Answer is: the formula is C₇N₃O₆H₅.

1) M (TNT) = 0.150 g; mass of the trinitrotoluene.

ω (N) = 18.5% : 100%.

ω (N) = 0.185; mass percentage of the nitrogen.

m (N) = 0.150 g · 0.185.

m (N) = 0.02775 ·; mass of the nitrogen.

n (N) = 0.02775 g : 14 g/mol.

n (N) = 0.002 mol; amount of the nitrogen.

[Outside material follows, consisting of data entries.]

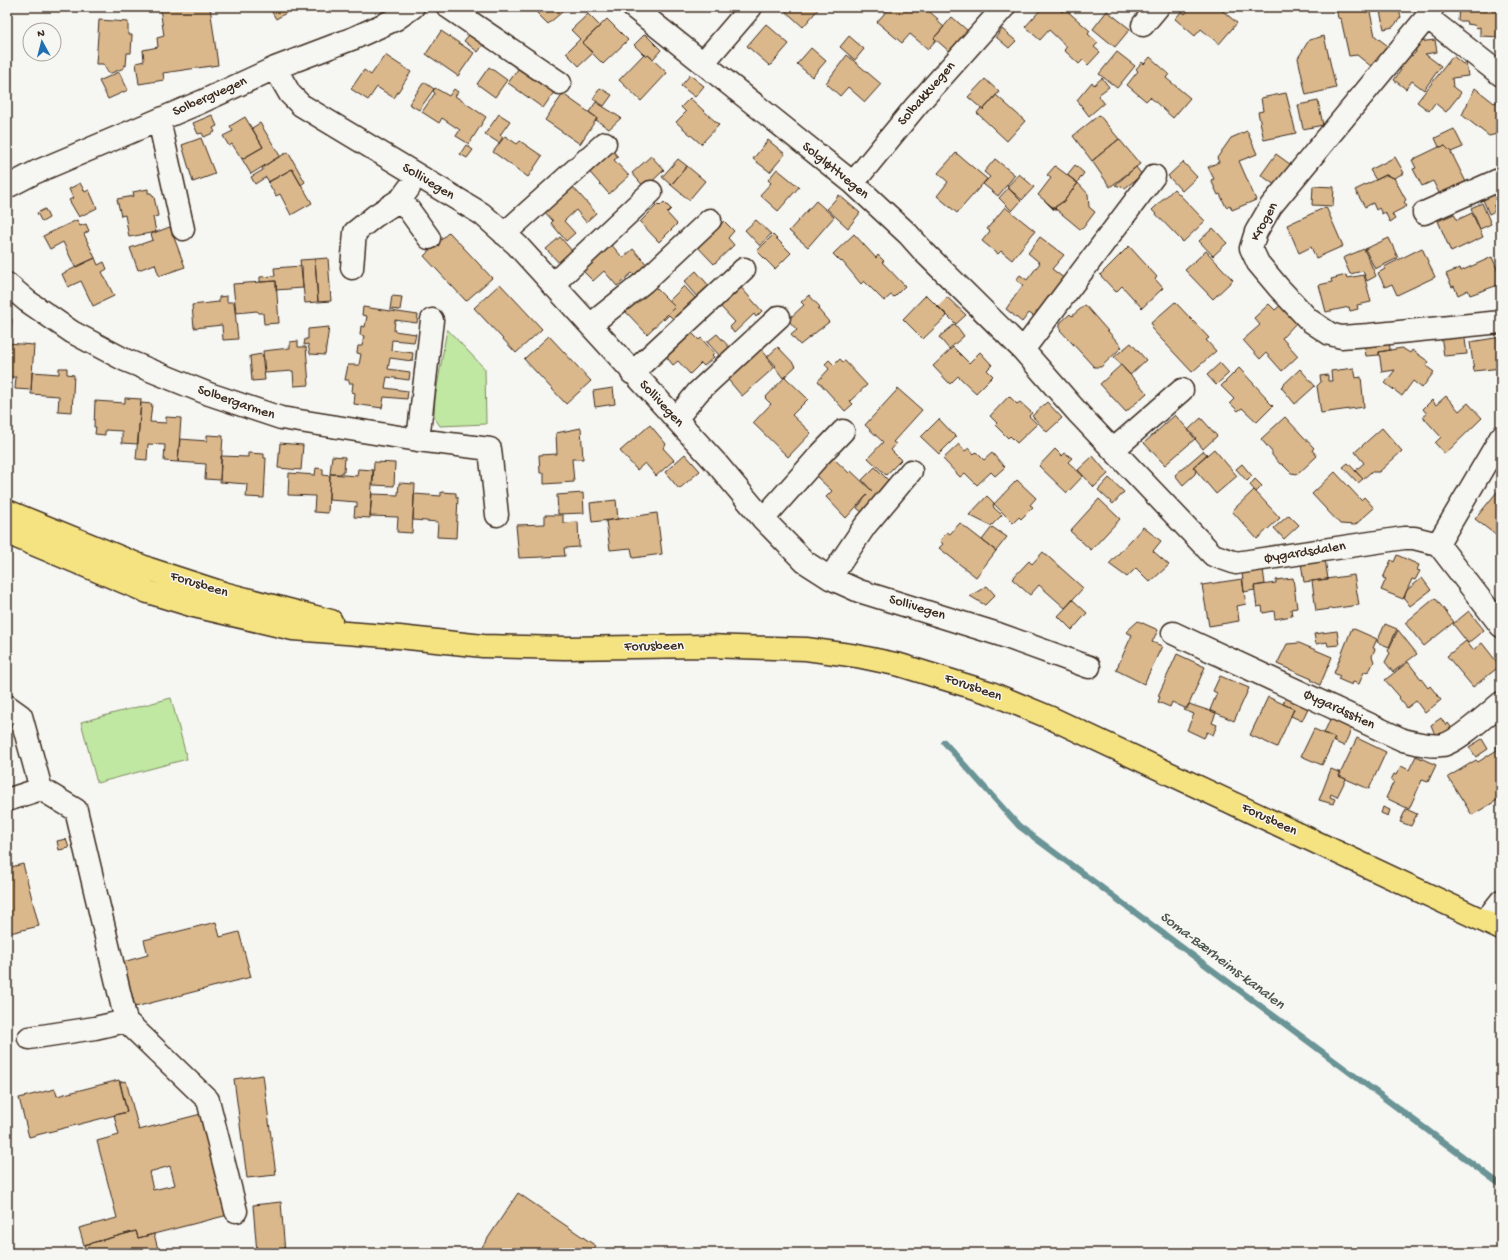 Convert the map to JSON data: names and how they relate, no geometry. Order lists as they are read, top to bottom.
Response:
{
  "streets": {
    "main road": ["Forusbeen"],
    "street": [
      "Solbakkvegen",
      "Solbergvegen",
      "Solgløttvegen",
      "Sollivegen",
      "Krogen",
      "Solbergarmen",
      "Øygardsdalen",
      "Øygardsstien"
    ]
  },
  "crossings": [
    ["Solbakkvegen", "Solgløttvegen"],
    ["Solbergvegen", "Sollivegen"],
    ["Solgløttvegen", "Øygardsdalen"]
  ],
  "water": ["Soma-Bærheims-kanalen"],
  "north": "top"
}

n (CO₂) = 0.204 g : 44 g/mol.

n (CO₂) = 0.0046 mol.

n (C) = n (CO₂) = 0.0046 mol; amount of the carbon.

m (C) = 0.0046 mol · 12 g/mol.

m (C) = 0.0552 g; mass of the carbon.

n (H₂O) = 0.030 g : 18 g/mol.

n (H₂O) = 0.00166 mol.

n (H) = 2 · n (H₂O) = 0.0033 mol; amount of the hydrogen.

m (H) = 0.0033 mol · 1 g/mol.

m (H) = 0.0033 g; mass of the hydrogen.

2) m (O) = m (TNT) - m (N) - m (C) - m (H).

m (O) = 0.150 g - 0.02775 g - 0.0552 g - 0.0033 g.

m (O) = 0.06375 g.

n (O) = 0.06375 g : 16 g/mol.

n (O) = 0.004 mol; amount of oxygen.

n (C) : n (N) : n (O) : n (H) = 0.0046 mol : 0.002 mol : 0.004 mol : 0.0033 mol.

n (C) : n (N) : n (O) : n (H) = 2.33 : 1 : 2 : 1.66 / *3.

n (C) : n (N) : n (O) : n (H) = 7 : 3 : 6 : 5.